抵抗したいが身体の何処にチカラを入れて良いのかわからない。
「いいにおい…おねえちゃん」
首筋をぬめぬめとしたものが這う。
マァムの全身から嫌な汗が流れ落ちた。
「この前食べた人間の男…おいしくなかったわ…おとうさんも一口しか食べなかったもの…やっぱり人間の女がいいわ…」
バッ!と背中から数えきれない何本もの触手が広がった。
背中から聞こえる声は、まだ幼い女の子の声だったので、マァムは一層混乱した。
そうこうしている間に、マァムの腕が、脚が、触手に縛られてゆく。
「…っ??」
完全に身動きがとれなくなったマァム――残りの触手は容赦なくマァムの装備を剥がしてゆく。
闇に白い肌が晒された。ばりばりっと布が破かれ、マァムの上半身は裸になった。
「…っ、ぃ、ゃ…!」
やっとかすれた声が出た。でもこんな声では到底助けも呼べない。
「きれいな胸…」
10本の触手がマァムの胸に襲いかかった。
「…!ゃ、ぁ…!」
上手に胸を揉み、胸の先端の突起を擦り上げる。
「…ね、気持ちいいでしょ?硬くなってきたよ…?」
からかうようなその声に羞恥で頬が紅く染まった。
更に楽しむように触手は柔らかな胸を形を変えるように弄り揉み上げる。
8本の触手が乳房を動かし、残りの2本が胸の突起を絡み付くように吸い付いてくる。
その初めて感じる刺激におぞましさを感じながら、マァムは未知の感覚に戸惑っていた。
(や・・・っ、何・・・これ・・・)
触手が這った所がじんわりと熱い・・・むず痒くて体が不思議な疼きに支配されるようだ。

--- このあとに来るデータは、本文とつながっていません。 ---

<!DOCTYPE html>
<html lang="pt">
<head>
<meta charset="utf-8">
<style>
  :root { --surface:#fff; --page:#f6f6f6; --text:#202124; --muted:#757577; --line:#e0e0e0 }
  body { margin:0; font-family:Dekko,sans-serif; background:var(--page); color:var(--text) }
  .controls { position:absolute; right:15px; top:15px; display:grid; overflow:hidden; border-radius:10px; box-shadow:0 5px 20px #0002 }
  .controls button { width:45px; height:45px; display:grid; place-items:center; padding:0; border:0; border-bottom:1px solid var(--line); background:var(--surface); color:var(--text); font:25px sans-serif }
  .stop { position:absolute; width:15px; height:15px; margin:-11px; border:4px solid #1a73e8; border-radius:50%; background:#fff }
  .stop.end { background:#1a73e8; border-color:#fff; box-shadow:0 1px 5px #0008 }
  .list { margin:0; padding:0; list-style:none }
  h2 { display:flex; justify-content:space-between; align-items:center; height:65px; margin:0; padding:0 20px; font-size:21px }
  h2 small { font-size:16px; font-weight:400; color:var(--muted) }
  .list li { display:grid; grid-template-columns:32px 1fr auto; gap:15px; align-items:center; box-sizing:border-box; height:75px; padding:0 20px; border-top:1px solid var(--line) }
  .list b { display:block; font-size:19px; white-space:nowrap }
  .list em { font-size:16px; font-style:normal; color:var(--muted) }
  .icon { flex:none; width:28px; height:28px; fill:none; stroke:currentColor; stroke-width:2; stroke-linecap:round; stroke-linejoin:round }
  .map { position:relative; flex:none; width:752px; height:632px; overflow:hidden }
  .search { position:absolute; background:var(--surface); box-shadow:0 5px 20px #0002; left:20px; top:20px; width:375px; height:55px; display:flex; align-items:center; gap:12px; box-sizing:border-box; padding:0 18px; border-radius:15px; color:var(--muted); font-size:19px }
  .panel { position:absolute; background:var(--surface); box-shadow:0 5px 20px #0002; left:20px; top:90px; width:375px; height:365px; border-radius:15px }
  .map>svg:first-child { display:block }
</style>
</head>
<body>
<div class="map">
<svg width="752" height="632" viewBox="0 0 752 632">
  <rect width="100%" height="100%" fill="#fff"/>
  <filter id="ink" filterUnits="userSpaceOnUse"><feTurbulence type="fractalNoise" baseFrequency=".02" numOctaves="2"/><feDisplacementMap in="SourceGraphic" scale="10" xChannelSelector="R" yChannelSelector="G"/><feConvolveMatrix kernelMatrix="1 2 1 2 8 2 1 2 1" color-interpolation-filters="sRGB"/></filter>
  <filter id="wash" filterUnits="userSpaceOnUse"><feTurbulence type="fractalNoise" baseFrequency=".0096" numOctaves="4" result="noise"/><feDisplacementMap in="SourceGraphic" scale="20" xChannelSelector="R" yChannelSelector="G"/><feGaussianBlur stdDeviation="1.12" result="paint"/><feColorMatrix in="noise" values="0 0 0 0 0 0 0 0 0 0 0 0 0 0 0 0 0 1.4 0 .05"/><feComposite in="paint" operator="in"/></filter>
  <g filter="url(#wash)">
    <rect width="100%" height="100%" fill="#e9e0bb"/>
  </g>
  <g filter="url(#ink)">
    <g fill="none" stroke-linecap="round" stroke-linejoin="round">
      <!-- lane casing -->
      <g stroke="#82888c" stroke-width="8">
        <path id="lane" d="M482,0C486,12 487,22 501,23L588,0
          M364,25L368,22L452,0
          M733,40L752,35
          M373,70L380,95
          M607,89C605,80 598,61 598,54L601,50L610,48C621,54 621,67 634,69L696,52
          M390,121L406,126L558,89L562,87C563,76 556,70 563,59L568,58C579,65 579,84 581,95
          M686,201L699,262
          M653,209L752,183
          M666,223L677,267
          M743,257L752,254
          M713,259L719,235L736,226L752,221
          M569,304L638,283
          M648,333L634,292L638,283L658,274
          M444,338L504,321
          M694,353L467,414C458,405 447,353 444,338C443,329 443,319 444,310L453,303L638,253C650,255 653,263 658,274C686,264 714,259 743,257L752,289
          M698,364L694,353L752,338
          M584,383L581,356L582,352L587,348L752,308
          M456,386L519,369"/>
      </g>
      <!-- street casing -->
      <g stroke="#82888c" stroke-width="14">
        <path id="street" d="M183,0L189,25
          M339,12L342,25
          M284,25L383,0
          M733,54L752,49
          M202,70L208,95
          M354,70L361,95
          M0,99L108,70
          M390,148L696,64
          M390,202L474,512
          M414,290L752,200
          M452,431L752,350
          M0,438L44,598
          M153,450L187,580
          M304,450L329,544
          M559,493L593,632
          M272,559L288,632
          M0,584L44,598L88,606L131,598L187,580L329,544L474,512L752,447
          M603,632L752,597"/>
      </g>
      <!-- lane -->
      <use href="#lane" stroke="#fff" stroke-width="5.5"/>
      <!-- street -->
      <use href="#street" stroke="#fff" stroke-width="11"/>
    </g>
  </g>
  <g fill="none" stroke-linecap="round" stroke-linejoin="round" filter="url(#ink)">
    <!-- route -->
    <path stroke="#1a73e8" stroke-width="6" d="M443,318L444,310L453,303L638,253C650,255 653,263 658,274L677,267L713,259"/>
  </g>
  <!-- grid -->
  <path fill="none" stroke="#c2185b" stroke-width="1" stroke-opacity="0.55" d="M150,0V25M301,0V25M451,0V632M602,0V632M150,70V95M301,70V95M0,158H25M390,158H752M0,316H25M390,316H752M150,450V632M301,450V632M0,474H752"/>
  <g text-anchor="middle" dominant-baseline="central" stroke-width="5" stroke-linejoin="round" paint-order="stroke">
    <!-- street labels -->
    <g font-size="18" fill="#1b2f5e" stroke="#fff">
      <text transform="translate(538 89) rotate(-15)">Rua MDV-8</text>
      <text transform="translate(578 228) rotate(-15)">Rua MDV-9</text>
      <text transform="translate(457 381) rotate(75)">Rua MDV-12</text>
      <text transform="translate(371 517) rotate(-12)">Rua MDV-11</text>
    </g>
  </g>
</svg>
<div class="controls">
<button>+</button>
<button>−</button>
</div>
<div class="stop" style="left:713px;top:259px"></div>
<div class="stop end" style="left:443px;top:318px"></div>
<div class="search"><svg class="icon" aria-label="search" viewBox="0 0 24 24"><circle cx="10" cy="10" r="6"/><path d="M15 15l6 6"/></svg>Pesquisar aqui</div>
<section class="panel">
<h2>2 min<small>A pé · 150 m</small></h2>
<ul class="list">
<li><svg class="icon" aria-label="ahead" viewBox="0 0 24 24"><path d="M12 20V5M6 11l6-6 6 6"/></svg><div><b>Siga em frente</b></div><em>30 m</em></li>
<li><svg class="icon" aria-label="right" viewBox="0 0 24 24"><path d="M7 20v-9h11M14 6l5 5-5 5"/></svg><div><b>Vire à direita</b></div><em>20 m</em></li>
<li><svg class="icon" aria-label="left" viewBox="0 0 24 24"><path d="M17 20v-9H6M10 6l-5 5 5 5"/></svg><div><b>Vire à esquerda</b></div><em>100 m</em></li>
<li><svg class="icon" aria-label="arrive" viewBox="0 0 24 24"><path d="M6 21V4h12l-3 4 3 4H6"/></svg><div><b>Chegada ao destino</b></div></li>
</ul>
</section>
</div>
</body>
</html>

この疼きは快楽から来ているという事は、自慰も知らぬマァムが分かる訳が無く
ただ始めて感じるその疼きに耐えようと、必至に声を押し殺していた。
「おねぇちゃんって見かけよりごうじょうなんだねぇ・・・乳首も硬くいやらしくなってるのに
がまんしないでもっと気持ち良くなっても良いんだよ・・・・?」
「ちが・・・うっ、ん!!!!」
否定しようとした言葉は、一回り大きな触手によって塞がれた。
吐き出そうともがくが、触手は楽しげに歯列をなぞり舌を嬲るように絡みつけてくる。
確かめるようにマァムの口内を這い回った後、動きを変えゆっくりと口の中を出し入れする。

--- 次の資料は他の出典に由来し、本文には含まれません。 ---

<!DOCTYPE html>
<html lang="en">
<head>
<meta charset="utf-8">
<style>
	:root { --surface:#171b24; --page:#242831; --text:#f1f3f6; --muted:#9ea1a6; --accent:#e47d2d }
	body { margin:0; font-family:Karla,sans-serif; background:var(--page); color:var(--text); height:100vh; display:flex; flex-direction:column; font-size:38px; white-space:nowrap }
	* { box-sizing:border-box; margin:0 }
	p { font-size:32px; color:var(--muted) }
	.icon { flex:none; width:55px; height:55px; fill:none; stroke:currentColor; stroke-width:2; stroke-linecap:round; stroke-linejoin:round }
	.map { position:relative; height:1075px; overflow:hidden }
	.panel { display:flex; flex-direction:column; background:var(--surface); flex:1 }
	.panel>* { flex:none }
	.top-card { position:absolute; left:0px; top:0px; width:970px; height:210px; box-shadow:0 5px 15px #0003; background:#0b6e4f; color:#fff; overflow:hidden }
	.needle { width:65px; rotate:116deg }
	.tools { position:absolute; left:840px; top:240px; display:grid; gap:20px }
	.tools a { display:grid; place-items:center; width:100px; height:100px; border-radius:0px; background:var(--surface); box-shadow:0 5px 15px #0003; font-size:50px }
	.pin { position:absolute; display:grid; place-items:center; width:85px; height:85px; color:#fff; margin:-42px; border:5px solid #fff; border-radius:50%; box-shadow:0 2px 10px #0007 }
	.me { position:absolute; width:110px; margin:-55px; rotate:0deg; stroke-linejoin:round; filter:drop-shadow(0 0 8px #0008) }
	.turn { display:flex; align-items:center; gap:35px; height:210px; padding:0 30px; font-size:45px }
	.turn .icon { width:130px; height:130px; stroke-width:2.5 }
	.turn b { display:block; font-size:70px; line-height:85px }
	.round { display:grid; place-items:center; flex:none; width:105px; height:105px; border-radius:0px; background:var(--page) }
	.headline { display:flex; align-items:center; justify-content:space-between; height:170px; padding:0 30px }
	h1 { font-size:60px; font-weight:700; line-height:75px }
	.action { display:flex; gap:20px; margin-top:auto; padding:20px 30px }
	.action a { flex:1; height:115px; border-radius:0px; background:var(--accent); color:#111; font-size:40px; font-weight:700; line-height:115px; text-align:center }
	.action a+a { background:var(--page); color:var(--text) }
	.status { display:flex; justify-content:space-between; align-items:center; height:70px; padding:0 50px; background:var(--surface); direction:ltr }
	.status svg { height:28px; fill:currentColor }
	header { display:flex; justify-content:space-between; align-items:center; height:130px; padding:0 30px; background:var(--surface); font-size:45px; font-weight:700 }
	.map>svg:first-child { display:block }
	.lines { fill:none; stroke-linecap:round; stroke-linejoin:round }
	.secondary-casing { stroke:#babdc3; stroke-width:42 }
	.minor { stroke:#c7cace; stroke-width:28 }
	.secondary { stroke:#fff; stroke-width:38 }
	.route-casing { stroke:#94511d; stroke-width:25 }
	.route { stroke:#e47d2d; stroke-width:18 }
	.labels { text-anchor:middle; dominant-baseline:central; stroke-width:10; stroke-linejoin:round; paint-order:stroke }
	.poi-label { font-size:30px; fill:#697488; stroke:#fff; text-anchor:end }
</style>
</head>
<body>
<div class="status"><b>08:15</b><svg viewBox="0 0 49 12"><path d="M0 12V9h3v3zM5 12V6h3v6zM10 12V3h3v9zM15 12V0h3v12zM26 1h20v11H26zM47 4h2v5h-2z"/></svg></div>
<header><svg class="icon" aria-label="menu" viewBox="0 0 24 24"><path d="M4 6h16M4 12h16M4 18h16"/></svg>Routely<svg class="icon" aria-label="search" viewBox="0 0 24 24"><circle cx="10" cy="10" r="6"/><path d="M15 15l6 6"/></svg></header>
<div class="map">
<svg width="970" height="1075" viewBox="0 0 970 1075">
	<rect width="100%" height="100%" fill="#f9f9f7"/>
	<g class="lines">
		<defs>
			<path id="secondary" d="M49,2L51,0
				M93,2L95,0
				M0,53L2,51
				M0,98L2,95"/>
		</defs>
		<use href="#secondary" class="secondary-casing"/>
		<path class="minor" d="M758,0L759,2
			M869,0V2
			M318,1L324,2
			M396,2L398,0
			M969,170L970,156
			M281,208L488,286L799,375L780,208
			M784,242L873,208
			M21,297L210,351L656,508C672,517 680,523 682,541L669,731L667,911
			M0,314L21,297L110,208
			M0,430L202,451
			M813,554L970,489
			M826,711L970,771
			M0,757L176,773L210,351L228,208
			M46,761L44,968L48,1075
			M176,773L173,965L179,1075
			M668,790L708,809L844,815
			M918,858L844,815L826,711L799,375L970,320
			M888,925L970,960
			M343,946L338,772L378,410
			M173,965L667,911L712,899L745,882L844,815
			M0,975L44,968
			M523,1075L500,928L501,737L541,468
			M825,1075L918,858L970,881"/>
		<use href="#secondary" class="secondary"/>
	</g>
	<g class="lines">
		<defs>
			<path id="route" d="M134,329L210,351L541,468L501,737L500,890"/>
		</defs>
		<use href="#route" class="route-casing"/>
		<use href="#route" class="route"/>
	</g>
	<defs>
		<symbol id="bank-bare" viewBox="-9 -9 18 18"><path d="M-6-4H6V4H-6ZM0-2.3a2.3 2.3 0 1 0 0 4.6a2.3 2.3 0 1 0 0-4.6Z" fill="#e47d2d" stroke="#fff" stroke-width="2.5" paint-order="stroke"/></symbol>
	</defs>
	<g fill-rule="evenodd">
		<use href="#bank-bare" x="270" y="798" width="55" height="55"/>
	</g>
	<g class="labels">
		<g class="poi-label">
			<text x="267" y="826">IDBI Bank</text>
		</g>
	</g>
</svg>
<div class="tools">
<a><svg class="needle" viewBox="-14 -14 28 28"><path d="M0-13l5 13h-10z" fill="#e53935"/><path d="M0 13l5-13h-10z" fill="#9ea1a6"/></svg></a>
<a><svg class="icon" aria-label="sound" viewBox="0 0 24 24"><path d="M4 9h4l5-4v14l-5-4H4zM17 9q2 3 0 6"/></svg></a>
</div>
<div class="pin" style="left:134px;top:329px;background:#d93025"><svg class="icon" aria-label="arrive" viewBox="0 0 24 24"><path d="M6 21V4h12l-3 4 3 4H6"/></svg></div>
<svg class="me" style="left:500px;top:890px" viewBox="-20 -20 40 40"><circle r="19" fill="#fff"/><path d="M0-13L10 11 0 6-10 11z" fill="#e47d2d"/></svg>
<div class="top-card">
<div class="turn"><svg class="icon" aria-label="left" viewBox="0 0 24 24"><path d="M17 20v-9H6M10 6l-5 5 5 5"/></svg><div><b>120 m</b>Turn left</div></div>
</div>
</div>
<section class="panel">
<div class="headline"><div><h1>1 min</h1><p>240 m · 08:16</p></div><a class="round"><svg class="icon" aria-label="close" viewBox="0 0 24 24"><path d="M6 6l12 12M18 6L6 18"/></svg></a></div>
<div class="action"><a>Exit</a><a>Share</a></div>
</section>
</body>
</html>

深い森には不似合いなぐちゃぐちゃとした粘膜の音が、闇の中で静かに響く。
「ぁ・・ん、おねぇちゃんのお口とっても気持ちいいねぇ・・・いっぱいぬるぬるしてる・・・んっ」
子供には不似合いな艶を含んだ声で、うっとりと酔いしれるように囁いてくる。
出し入れを繰り返していく内に、口の中にある触手がビクンと震えて大きさを増した。
「――――――――――っ!!んんっ!!!!」
本能的に嫌なものを感じて、口を振り逃れようともがくが頭を押えられ逃げれない。
動いた拍子に白い首筋に零れた唾液を追うように、残りの触手がマァムの体を舐めていく。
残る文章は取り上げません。